◆ TASK DETAILS: Could you retype the records word for word but without any pictures?

◆ INPUT DATA:
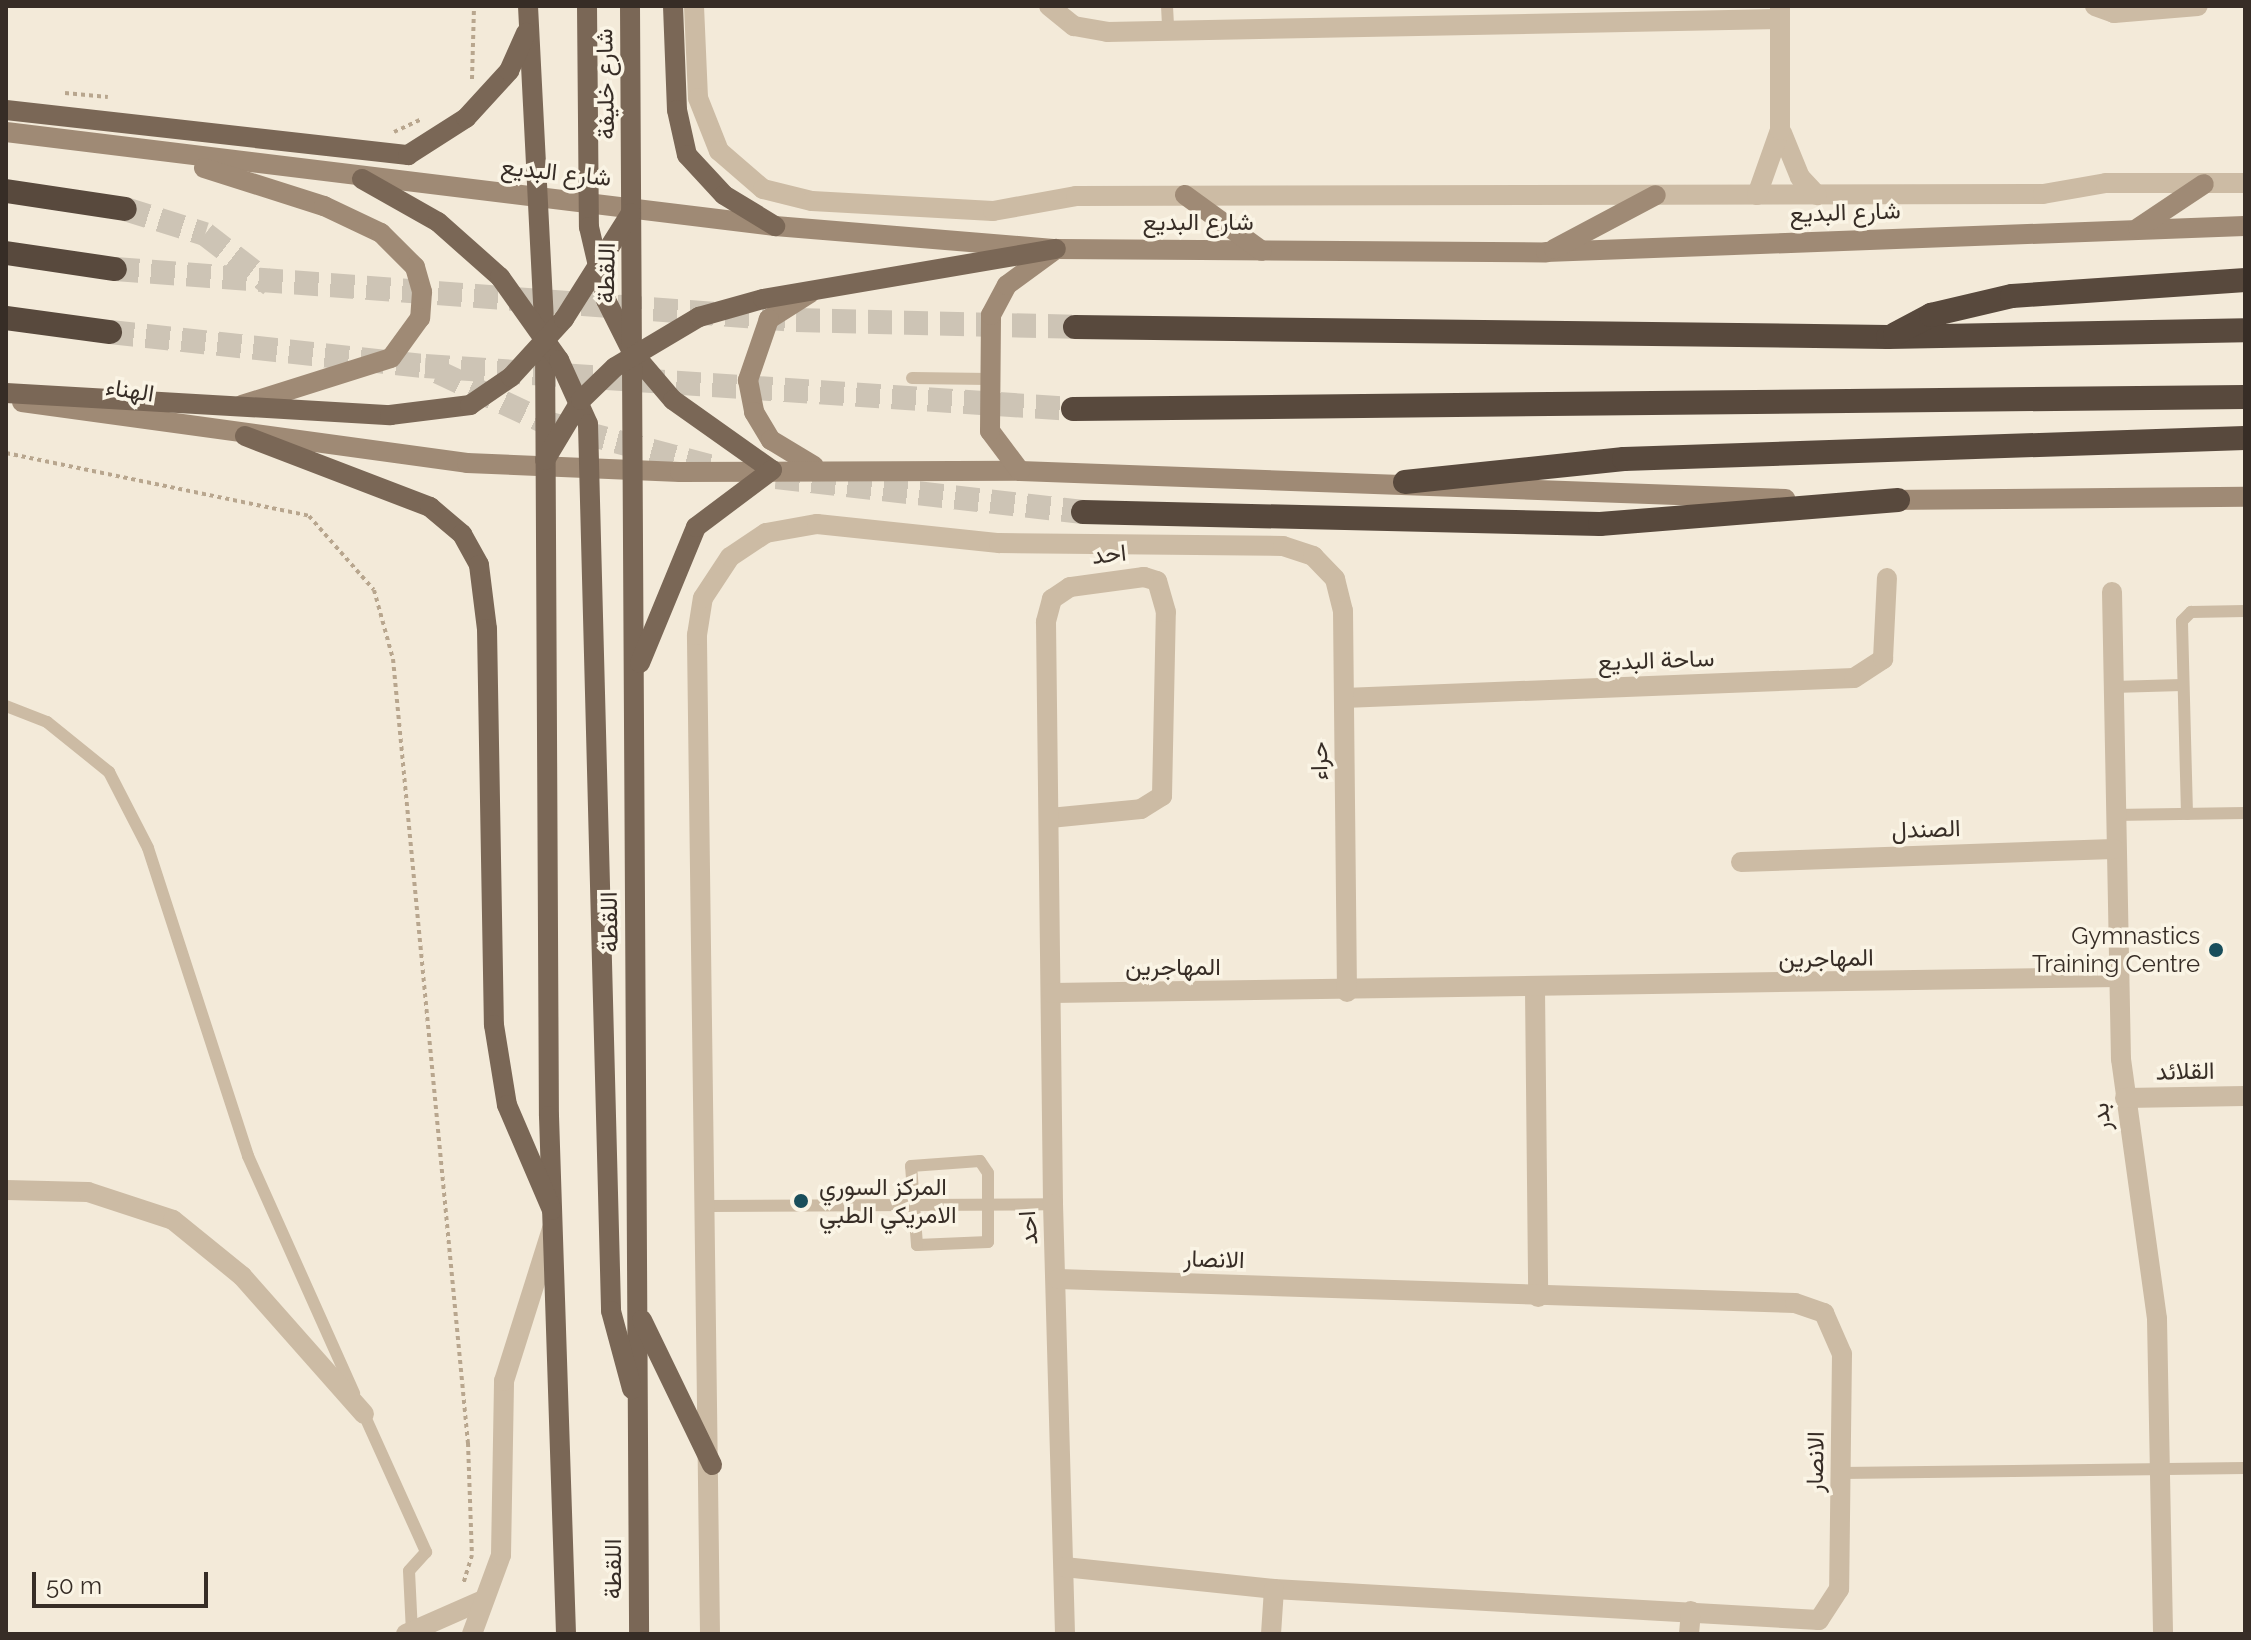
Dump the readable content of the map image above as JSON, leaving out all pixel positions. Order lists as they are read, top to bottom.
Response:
{
  "streets": {
    "main road": [
      "شارع خليفة",
      "شارع البديع",
      "اللقطة",
      "الهناء"
    ],
    "street": [
      "احد",
      "ساحة البديع",
      "حراء",
      "الصندل",
      "المهاجرين",
      "القلائد",
      "بدر",
      "الانصار"
    ]
  },
  "crossings": [
    ["شارع خليفة", "شارع البديع"],
    ["شارع خليفة", "اللقطة"],
    ["شارع البديع", "اللقطة"],
    ["احد", "المهاجرين"],
    ["احد", "الانصار"],
    ["ساحة البديع", "حراء"],
    ["حراء", "المهاجرين"],
    ["الصندل", "بدر"],
    ["المهاجرين", "بدر"],
    ["القلائد", "بدر"]
  ],
  "places": ["Gymnastics Training Centre", "المركز السوري الامريكي الطبي"],
  "scale_bar": "50 m"
}
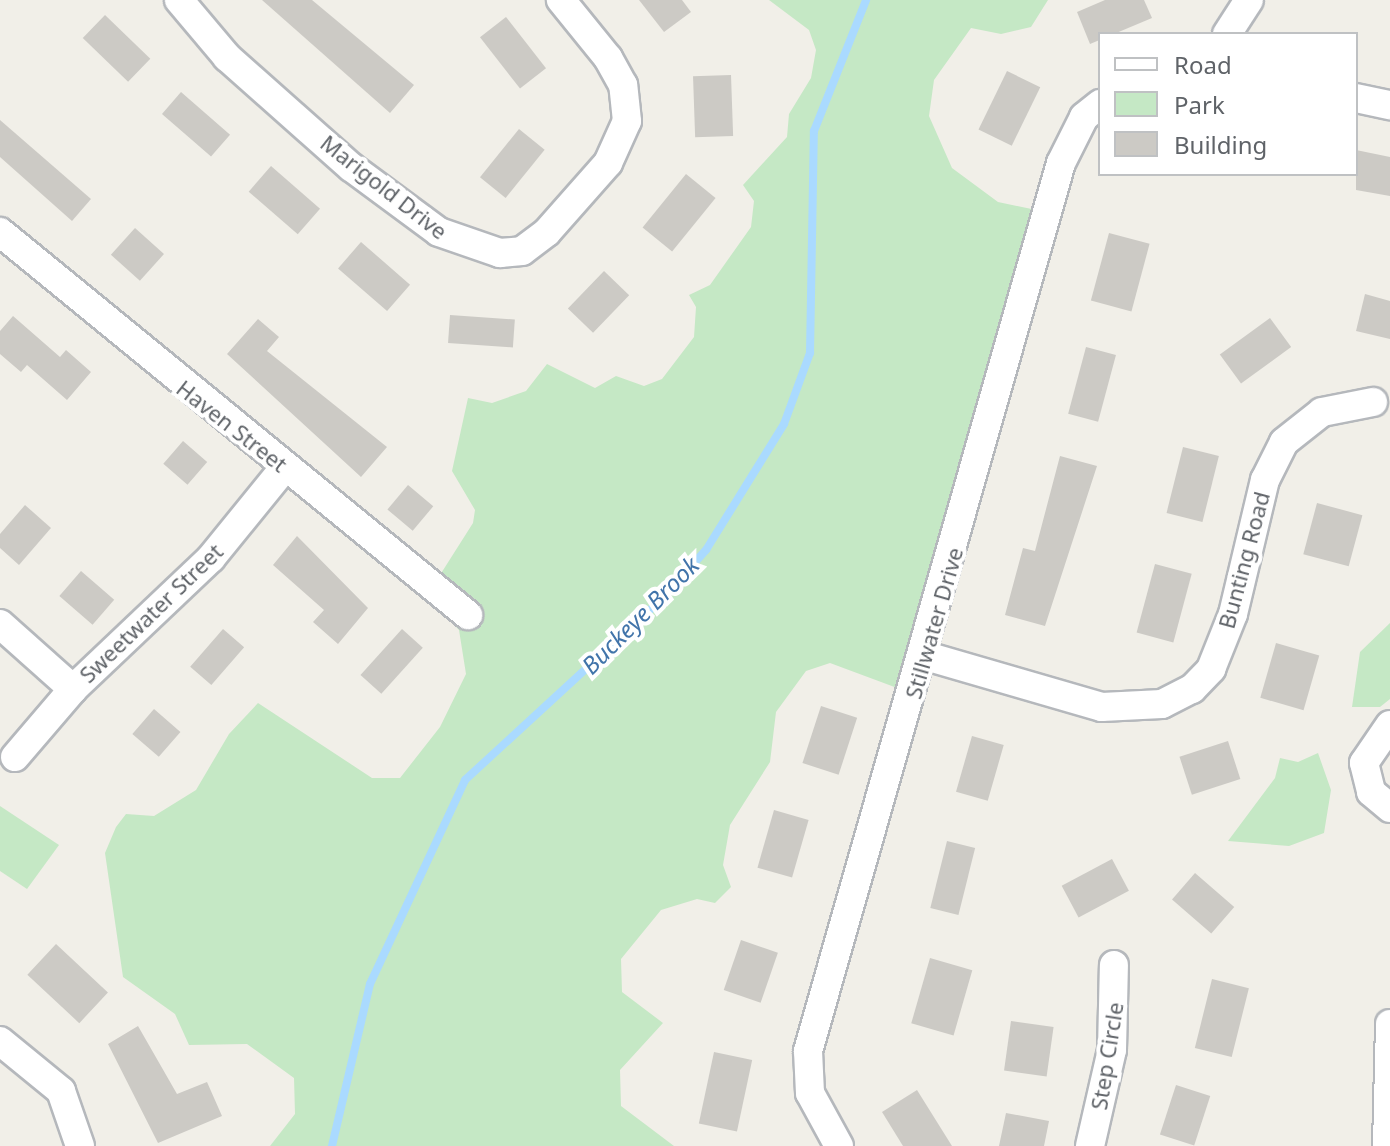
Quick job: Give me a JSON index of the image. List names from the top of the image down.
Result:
{
  "streets": {
    "street": [
      "Marigold Drive",
      "Haven Street",
      "Bunting Road",
      "Sweetwater Street",
      "Stillwater Drive",
      "Step Circle"
    ]
  },
  "crossings": [
    ["Haven Street", "Sweetwater Street"],
    ["Bunting Road", "Stillwater Drive"]
  ],
  "water": ["Buckeye Brook"],
  "legend": ["Road", "Park", "Building"]
}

◆ REPLY:
Dump the readable content of the map image above as JSON, leaving out all pixel positions. Order lists as they are read, top to bottom.
Response:
{
  "streets": {
    "main road": [
      "شارع خليفة",
      "شارع البديع",
      "اللقطة",
      "الهناء"
    ],
    "street": [
      "احد",
      "ساحة البديع",
      "حراء",
      "الصندل",
      "المهاجرين",
      "القلائد",
      "بدر",
      "الانصار"
    ]
  },
  "crossings": [
    ["شارع خليفة", "شارع البديع"],
    ["شارع خليفة", "اللقطة"],
    ["شارع البديع", "اللقطة"],
    ["احد", "المهاجرين"],
    ["احد", "الانصار"],
    ["ساحة البديع", "حراء"],
    ["حراء", "المهاجرين"],
    ["الصندل", "بدر"],
    ["المهاجرين", "بدر"],
    ["القلائد", "بدر"]
  ],
  "places": ["Gymnastics Training Centre", "المركز السوري الامريكي الطبي"],
  "scale_bar": "50 m"
}
Quick job: Give me a JSON index of the image. List names from the top of the image down.
Result:
{
  "streets": {
    "street": [
      "Marigold Drive",
      "Haven Street",
      "Bunting Road",
      "Sweetwater Street",
      "Stillwater Drive",
      "Step Circle"
    ]
  },
  "crossings": [
    ["Haven Street", "Sweetwater Street"],
    ["Bunting Road", "Stillwater Drive"]
  ],
  "water": ["Buckeye Brook"],
  "legend": ["Road", "Park", "Building"]
}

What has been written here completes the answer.